Here, that stance is in Miami, yes, but there are no glittering, gleaming montages of babes and buildings, landmarks and street signs. Well over half of the movie takes place out
side of Miami, in Haiti and Colombia and on the open sea. We watch the men at work. We follow them around. No time for frivolous nonsense. Their business is adult and grim.
I'm making it sound kind of mannered and laborious, and it is indeed glacier-like, at times verging on boring. But there's something going on here. Something in the way Foxx and his woman play in the shower. In the way, every so often, hints and traces of human emotions are allowed to shine through the grime. In the way Mann is not afraid to be lyrical, almost elegaic, if only briefly. Farell and Foxx slide in and out of these extremes, but they do not swagger and preen; they move fiercely, warily. Foxx continues to prove that he is well on his way to becoming a premier, if not
the premier actor of his generation. (Watch the way he morphs from the hotshot football player of
Any Given Sunday to the craziness of his converted-Jew middle aged trainer in
Ali to the blind genius of Ray Charles in
Ray. Wait until he hits his forties, and hence his stride.) Foxx, whose stand-up comedy routines can be hilariously outrageous, whose mere personality is infectious, alert and expansive, is self-contained and confident here -- but not brash. He has a clarity to his delivery that reminds me of DiCaprio and Denzel Washington: we always know what their characters are thinking and feeling. Their emotions are clear; their faces can be read, and understood. (Clarity and understanding being the hardest effects to achieve in art.) Farell, too, has an audacity in his eyes that carries no mirth, only bravado; his Crockett is opaque, but he hints at what he wants, and what he fears, and we get the hint.

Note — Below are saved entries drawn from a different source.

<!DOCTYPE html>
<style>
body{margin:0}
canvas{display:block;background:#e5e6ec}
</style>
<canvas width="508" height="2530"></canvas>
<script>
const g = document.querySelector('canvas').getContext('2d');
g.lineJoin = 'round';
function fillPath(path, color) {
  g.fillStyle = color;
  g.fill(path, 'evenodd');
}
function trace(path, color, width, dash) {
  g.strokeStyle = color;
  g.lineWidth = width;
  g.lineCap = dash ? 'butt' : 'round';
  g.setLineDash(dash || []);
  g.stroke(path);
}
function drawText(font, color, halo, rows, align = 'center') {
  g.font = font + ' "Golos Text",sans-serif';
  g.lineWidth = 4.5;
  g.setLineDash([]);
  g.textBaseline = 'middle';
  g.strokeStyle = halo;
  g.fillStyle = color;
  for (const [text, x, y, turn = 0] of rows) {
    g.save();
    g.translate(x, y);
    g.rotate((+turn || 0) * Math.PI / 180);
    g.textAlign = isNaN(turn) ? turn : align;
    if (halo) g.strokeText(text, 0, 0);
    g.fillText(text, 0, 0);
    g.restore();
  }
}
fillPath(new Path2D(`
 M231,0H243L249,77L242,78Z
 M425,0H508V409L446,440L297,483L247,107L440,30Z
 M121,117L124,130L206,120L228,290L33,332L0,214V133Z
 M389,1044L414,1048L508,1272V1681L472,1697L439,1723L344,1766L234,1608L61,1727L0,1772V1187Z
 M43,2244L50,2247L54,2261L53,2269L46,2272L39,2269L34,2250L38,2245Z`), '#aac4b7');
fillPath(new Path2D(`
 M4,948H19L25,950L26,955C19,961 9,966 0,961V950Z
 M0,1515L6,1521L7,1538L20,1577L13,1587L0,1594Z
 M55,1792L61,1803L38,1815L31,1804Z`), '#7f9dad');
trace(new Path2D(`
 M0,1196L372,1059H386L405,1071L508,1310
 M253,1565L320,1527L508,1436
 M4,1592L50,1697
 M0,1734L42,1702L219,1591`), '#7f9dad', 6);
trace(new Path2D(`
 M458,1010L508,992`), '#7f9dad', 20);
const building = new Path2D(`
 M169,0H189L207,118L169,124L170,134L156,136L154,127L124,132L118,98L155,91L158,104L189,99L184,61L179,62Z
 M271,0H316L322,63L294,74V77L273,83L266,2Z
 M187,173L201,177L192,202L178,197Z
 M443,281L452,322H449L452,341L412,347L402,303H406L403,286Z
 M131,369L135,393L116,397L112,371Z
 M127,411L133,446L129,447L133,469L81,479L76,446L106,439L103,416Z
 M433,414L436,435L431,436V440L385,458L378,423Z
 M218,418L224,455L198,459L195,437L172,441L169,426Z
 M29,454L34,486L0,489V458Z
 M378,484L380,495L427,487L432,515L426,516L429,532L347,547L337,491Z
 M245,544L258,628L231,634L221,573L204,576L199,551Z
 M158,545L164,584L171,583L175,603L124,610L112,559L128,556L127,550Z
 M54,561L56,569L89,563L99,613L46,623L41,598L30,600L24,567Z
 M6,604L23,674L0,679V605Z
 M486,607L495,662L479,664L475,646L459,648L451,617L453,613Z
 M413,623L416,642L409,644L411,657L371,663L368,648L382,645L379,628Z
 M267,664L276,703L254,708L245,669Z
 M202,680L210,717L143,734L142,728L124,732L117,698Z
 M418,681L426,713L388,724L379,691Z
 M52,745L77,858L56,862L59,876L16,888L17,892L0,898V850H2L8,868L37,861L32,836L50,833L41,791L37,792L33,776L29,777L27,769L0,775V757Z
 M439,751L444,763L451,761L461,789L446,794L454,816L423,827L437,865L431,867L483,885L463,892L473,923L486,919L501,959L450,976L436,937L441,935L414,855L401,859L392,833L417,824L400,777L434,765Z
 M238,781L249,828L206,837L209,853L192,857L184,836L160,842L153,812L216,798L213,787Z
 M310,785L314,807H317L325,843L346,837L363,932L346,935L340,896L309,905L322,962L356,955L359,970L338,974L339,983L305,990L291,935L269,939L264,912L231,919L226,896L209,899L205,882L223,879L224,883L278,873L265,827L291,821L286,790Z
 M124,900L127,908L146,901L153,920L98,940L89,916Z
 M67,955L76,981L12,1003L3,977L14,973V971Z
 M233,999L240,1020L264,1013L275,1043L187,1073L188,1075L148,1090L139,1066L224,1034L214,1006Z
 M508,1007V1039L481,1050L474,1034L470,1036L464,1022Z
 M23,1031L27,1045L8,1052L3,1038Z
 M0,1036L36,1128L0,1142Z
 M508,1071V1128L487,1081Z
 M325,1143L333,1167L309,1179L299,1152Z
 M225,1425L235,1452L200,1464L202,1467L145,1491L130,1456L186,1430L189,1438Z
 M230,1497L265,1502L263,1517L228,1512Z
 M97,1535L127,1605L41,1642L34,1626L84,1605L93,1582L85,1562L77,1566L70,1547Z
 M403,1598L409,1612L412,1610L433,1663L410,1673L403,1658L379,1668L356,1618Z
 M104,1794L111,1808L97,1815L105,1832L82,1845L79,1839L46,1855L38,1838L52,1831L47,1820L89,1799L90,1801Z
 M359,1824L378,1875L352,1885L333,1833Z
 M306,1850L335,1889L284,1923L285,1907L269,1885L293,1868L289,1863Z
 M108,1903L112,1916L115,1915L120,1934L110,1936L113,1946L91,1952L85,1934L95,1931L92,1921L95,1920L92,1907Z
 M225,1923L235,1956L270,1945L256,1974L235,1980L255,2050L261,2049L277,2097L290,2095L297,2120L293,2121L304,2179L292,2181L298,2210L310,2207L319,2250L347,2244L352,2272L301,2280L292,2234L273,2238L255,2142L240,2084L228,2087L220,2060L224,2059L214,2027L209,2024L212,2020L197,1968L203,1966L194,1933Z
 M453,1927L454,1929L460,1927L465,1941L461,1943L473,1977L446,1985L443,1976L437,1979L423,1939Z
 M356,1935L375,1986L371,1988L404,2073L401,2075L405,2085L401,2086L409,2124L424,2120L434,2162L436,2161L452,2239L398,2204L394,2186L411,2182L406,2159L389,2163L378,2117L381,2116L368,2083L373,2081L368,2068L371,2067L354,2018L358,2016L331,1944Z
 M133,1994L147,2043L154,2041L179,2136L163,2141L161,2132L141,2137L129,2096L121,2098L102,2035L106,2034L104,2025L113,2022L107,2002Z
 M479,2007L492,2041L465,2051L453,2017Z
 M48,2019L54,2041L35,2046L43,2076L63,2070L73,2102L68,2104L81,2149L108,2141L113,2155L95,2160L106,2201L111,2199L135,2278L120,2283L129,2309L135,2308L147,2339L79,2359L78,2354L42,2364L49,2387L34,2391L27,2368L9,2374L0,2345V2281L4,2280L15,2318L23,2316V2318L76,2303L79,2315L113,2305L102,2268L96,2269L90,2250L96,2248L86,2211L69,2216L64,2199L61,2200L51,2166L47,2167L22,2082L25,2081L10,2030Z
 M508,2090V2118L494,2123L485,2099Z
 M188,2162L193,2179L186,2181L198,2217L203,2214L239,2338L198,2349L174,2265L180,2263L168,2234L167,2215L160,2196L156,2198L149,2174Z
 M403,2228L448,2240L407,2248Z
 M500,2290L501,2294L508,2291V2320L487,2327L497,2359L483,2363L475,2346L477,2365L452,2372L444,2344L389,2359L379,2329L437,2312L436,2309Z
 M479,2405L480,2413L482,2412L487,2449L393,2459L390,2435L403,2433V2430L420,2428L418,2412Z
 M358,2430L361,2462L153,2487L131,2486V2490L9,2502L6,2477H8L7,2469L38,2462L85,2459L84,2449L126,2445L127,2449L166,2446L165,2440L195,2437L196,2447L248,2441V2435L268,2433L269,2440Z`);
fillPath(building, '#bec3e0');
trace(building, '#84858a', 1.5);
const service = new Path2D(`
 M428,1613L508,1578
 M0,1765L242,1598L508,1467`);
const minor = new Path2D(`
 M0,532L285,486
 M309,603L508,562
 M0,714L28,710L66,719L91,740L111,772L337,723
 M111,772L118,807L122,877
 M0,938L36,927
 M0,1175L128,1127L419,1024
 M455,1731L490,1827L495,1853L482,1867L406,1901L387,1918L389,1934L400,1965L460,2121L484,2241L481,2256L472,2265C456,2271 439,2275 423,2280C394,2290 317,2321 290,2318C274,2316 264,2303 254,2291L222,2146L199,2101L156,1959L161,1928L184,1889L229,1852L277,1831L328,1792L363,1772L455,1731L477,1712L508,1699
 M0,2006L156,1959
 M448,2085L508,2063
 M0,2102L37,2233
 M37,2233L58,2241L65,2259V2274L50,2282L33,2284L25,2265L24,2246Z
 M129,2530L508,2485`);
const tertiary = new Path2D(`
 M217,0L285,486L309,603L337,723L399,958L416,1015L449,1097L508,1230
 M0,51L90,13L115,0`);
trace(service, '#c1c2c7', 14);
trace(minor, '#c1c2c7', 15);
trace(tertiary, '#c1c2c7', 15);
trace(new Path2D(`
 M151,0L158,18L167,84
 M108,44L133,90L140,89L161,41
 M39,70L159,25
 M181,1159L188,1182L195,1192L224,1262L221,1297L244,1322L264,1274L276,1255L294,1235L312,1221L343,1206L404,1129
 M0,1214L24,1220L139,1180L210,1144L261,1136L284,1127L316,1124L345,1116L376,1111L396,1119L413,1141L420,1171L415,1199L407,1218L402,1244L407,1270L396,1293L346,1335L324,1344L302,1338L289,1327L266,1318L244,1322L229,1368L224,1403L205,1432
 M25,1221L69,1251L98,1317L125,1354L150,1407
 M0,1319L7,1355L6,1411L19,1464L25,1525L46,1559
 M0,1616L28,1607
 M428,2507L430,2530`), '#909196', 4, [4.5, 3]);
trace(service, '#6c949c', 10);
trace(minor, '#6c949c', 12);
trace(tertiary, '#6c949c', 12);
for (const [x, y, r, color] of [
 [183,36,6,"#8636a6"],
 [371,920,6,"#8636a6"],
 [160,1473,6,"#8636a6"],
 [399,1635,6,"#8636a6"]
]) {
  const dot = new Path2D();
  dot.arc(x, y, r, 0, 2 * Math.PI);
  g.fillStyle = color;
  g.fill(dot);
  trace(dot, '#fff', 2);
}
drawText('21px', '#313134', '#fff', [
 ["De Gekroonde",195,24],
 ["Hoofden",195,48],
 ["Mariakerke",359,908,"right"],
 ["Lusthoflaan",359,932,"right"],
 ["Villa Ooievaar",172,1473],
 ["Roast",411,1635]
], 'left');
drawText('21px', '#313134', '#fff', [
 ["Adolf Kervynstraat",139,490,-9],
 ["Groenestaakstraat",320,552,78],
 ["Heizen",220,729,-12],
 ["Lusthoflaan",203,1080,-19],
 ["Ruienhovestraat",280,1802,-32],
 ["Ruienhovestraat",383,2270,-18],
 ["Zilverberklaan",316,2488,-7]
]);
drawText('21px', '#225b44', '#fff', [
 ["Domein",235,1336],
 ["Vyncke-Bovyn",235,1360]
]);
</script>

There is no more common story than a crime story, and there is nothing here that we haven't seen before. And yet it contains little of what we would expect from a
Miami Vice movie. It's as if Mann is purposely throwing away all that we most want to see: the witty banter, the babes, the beaches, the glitz, the shine, the
fun. Mann is not concerned with that. He is interested in texture and tone, colour and light, honesty and impact. (Even the deaths here are blunt and brutal.) The film, by its end, has earned its moments of heartbreak and grace.
What will you do for your job and what will you do for your life, the film explores. The last shot, simply framed, is utterly clear and completely ambiguous, somehow moving and heartbreaking and hopeful and sad, all at the same time.
By the end, after that final image has come and gone, when the title
Miami Vice finally flashed on the screen, the film had made me realize that the 'vice' of the title has nothing to do with drugs and
everything to do with the wants and needs and hurts of work and love, the
true vices that form the undercore of our lives and of this sleek, sedate, superb summer film.